Messner found there was a big focus on anti-Trump protestors on Instagram, as all newspapers displayed them as their most frequent content. There was a positive portrayal of protestors and a much more negative portrayal of President Trump’s administration.
But the overall way in which newspapers engage in Instagram is still very different, Messner said.
“You had newspapers like USA Today, who had a lot of posts, but the Wall Street Journal only had like six posts in the entire period of any Trump-related issue.”
The overall Instagram engagement, according to Messner, reminded him of the early days of Twitter experimentation. Twitter was launched in March 2016 but really took off a year later during SXSW, also held in Austin.
Rachel Mourao, associate professor at Michigan State University, shared her research on how journalists navigated political turmoil in Brazil during a conservative populist wave of protests that hit the country in 2015.
She studied 1,500 Brazilian journalists who covered the protests and matched the survey data with stories they wrote.
Mourao said that traditionally, journalists tend to focus on violence between protestors and police.
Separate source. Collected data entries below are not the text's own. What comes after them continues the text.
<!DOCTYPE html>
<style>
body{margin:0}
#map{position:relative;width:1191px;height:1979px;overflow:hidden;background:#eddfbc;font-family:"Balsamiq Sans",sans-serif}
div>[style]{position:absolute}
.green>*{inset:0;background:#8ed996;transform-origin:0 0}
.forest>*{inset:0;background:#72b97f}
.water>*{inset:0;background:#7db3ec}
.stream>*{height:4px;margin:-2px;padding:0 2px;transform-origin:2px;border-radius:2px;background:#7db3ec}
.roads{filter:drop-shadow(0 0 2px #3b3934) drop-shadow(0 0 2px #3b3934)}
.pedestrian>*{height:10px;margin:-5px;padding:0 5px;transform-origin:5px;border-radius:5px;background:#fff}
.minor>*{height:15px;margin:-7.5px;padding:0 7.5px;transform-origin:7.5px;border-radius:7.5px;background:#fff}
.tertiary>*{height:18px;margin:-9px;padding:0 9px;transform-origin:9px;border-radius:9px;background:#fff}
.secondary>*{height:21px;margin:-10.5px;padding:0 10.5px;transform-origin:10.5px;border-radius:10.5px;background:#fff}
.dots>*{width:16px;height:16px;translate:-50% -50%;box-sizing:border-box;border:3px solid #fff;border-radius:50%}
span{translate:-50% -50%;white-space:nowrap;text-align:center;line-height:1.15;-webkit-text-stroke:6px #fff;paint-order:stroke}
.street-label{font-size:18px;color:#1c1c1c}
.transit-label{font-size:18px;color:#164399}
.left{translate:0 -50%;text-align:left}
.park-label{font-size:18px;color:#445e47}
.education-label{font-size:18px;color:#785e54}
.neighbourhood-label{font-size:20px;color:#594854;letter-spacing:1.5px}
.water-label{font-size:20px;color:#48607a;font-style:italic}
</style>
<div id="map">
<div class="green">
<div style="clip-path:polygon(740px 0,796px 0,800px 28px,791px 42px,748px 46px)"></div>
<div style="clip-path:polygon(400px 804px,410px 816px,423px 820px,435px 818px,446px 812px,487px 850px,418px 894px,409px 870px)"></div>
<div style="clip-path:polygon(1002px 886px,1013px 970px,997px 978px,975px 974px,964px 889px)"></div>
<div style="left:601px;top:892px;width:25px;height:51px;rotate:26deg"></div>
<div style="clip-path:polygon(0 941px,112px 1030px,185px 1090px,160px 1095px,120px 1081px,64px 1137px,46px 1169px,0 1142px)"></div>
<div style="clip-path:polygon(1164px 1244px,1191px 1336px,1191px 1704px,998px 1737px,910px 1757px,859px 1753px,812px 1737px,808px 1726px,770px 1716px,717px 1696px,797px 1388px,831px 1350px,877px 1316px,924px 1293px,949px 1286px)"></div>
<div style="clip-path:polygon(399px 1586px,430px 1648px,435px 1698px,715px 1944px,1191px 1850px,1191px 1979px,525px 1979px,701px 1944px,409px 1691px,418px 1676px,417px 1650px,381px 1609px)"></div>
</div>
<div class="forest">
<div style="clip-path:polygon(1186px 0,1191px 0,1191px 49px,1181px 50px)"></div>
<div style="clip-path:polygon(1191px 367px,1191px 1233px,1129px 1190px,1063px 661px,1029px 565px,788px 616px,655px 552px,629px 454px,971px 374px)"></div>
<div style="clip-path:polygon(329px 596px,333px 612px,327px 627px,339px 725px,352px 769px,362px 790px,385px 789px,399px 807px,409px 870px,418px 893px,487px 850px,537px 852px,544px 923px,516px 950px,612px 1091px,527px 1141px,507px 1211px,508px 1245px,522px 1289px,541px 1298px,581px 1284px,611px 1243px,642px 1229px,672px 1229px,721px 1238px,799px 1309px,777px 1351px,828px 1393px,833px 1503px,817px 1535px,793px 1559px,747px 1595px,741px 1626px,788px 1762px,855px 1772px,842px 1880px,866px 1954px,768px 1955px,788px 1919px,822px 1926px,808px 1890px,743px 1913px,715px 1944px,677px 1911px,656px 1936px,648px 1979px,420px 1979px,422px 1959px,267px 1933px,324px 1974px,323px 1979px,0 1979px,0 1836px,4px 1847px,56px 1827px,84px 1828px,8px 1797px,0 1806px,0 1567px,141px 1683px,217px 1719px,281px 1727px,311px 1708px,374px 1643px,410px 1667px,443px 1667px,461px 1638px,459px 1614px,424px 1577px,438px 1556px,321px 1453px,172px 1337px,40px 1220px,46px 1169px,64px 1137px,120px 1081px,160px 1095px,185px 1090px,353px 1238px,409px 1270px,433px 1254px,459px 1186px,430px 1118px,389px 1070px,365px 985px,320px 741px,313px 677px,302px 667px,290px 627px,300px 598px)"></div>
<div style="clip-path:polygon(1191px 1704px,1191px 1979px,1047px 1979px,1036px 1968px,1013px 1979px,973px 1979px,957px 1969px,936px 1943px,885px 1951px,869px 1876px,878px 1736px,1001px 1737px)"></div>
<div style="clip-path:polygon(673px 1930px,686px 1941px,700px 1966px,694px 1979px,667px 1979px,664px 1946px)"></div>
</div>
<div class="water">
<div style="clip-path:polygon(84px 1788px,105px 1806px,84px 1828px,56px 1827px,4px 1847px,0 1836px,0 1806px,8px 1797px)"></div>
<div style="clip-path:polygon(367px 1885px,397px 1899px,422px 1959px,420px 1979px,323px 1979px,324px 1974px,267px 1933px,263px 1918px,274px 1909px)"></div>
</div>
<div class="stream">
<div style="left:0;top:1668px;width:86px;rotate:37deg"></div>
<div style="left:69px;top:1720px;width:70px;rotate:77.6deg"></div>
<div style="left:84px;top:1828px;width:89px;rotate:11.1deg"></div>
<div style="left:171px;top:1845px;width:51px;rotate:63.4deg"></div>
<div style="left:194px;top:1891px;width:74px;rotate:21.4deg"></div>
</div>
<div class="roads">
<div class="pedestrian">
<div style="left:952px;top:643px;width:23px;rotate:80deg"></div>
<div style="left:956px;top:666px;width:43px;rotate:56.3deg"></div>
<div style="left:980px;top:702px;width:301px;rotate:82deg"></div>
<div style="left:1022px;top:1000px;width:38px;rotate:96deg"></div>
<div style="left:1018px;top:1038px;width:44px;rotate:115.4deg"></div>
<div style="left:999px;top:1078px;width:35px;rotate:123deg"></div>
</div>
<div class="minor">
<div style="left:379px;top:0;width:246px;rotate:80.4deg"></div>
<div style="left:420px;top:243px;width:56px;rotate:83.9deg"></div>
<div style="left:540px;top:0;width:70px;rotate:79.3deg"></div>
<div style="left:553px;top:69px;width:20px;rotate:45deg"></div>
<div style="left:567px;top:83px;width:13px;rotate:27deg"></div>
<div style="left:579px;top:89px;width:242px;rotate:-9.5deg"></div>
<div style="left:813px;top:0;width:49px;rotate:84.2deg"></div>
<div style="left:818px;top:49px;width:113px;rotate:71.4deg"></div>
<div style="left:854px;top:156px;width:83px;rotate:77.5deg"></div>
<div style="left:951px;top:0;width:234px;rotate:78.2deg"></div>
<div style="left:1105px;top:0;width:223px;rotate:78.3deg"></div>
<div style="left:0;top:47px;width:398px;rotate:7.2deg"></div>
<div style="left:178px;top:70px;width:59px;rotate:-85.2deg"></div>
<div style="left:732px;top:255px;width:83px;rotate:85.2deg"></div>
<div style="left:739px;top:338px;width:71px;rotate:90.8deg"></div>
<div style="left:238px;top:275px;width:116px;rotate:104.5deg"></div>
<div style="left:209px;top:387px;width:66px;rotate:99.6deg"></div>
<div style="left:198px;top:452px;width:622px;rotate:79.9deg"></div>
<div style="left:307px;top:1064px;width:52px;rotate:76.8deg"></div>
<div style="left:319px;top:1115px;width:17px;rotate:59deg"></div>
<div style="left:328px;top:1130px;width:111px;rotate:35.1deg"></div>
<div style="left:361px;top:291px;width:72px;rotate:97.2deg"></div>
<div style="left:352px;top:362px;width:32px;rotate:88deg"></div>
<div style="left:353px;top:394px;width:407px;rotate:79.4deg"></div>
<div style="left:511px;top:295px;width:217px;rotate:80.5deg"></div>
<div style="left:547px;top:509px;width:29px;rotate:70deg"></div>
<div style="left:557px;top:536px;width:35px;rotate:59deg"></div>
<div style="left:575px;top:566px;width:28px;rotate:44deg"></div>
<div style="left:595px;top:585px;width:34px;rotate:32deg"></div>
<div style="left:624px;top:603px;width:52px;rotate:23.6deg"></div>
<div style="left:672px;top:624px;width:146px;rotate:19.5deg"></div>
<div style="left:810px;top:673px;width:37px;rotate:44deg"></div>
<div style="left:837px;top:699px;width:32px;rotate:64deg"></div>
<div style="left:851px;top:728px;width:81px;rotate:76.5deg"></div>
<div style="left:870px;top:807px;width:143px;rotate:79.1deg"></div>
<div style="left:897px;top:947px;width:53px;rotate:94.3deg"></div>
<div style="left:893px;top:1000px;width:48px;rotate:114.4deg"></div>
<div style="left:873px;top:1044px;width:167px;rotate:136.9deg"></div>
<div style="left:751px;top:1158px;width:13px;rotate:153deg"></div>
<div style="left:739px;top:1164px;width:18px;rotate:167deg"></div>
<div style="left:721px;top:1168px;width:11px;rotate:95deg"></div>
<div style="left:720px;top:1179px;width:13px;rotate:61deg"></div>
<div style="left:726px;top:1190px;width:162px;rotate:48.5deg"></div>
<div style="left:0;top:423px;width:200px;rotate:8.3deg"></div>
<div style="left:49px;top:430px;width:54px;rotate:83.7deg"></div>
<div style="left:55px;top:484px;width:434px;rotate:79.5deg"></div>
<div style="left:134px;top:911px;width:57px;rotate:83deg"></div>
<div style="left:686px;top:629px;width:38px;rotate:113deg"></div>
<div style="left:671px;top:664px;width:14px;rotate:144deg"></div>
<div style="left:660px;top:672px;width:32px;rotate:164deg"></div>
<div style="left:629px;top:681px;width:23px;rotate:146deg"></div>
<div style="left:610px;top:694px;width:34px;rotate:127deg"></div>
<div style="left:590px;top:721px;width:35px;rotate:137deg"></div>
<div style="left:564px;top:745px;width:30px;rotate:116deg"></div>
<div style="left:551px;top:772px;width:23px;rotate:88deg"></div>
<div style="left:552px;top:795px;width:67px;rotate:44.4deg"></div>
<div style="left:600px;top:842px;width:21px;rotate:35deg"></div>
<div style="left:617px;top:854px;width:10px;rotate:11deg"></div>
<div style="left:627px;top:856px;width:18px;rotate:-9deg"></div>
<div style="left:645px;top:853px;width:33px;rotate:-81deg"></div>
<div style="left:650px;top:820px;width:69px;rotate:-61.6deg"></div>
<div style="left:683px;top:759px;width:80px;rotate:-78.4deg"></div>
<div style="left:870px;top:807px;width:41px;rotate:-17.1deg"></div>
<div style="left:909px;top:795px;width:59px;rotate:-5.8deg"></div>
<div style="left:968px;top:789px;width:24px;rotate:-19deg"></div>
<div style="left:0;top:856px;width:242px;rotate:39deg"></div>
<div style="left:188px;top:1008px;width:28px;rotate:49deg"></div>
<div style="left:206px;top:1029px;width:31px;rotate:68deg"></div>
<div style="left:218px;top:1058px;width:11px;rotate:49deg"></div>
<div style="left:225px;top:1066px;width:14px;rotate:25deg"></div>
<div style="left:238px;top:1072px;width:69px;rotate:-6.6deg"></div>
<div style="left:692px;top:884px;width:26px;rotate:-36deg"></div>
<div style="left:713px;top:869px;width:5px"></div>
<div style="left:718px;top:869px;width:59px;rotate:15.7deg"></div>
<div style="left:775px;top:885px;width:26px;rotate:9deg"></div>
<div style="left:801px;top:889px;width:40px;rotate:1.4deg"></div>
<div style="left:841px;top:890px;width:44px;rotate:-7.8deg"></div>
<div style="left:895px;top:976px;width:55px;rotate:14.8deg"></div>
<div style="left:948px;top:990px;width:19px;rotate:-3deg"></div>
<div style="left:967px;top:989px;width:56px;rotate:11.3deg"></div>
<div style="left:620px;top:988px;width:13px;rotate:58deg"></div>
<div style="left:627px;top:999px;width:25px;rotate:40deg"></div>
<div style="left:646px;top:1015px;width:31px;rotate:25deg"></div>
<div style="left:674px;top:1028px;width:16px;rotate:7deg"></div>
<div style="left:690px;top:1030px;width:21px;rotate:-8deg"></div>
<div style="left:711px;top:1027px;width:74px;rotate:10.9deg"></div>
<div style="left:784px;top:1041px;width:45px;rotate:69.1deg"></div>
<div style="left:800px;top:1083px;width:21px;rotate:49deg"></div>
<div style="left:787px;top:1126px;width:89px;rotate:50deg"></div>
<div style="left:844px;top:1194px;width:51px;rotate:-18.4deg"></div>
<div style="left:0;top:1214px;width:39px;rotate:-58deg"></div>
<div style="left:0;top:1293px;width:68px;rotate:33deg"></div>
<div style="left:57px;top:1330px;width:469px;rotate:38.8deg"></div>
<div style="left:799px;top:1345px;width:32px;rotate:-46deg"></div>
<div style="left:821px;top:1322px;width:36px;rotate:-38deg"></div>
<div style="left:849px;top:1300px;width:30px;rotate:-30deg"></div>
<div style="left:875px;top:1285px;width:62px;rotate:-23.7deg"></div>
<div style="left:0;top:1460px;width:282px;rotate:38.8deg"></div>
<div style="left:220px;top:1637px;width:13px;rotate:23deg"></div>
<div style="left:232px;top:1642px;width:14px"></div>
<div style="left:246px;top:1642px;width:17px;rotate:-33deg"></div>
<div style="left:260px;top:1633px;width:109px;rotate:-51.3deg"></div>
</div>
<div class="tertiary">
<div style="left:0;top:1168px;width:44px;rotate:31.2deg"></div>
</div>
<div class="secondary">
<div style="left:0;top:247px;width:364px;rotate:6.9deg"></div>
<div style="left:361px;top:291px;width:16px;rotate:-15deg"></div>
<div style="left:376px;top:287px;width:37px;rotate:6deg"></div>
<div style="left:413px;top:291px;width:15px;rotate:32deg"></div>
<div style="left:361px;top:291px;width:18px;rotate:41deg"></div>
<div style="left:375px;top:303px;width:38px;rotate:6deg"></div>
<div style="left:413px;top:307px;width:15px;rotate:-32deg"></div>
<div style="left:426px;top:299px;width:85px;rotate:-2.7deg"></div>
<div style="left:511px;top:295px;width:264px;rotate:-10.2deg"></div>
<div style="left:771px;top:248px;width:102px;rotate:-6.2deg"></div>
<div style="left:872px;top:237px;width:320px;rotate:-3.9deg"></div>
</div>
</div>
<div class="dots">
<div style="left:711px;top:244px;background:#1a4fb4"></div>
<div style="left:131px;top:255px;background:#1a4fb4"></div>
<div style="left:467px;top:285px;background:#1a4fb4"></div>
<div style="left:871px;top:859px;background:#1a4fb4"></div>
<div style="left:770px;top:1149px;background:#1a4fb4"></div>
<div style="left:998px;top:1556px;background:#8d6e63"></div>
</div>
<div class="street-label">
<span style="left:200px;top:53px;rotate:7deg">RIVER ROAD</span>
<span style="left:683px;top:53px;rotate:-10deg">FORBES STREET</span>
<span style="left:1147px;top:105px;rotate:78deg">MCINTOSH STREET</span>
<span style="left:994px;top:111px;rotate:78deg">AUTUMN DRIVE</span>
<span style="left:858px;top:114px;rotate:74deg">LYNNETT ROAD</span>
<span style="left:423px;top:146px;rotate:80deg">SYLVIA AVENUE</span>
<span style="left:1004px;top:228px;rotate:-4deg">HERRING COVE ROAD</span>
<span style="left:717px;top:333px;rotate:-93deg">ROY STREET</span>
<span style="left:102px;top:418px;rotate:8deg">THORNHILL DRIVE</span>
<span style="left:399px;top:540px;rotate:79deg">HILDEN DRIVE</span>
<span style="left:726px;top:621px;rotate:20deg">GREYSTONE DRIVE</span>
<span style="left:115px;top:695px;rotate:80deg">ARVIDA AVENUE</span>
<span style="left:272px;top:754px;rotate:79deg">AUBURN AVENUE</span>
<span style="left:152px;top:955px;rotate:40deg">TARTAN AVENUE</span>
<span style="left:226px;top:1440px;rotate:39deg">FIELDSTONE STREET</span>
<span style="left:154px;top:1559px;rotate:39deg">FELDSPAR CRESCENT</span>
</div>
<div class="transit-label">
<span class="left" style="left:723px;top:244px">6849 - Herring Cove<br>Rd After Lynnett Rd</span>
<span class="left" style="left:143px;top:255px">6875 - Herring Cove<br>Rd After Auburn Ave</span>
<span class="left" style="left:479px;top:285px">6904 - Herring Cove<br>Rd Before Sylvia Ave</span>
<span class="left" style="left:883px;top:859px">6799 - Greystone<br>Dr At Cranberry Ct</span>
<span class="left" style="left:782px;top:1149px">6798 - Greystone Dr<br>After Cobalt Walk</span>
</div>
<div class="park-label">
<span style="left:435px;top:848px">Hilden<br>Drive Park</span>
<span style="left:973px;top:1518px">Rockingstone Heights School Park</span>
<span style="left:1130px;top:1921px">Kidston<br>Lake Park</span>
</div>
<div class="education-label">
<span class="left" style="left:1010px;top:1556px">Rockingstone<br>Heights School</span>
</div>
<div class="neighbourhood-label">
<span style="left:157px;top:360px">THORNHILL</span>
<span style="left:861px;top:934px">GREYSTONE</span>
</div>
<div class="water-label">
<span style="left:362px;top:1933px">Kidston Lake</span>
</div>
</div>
However, during the 2015 protests, the demonstrators really supported the role of the riot military police protecting their safety — and journalists were sure to portray that truth.
“It was common to see pictures on social media of protestors taking selfies with the military police.”
Mourao also found that Brazilian journalists use Twitter for personal reasons, rather than as a tool for news, perhaps because Twitter has not been normalized yet in that country.
“Twitter is still in its early stages in Brazil,” Mourao said. “It hasn’t been incorporated in newsrooms to the same extent [as in the United States] so journalists view those tools, even though they’re professional tools, as a space for personal expression.”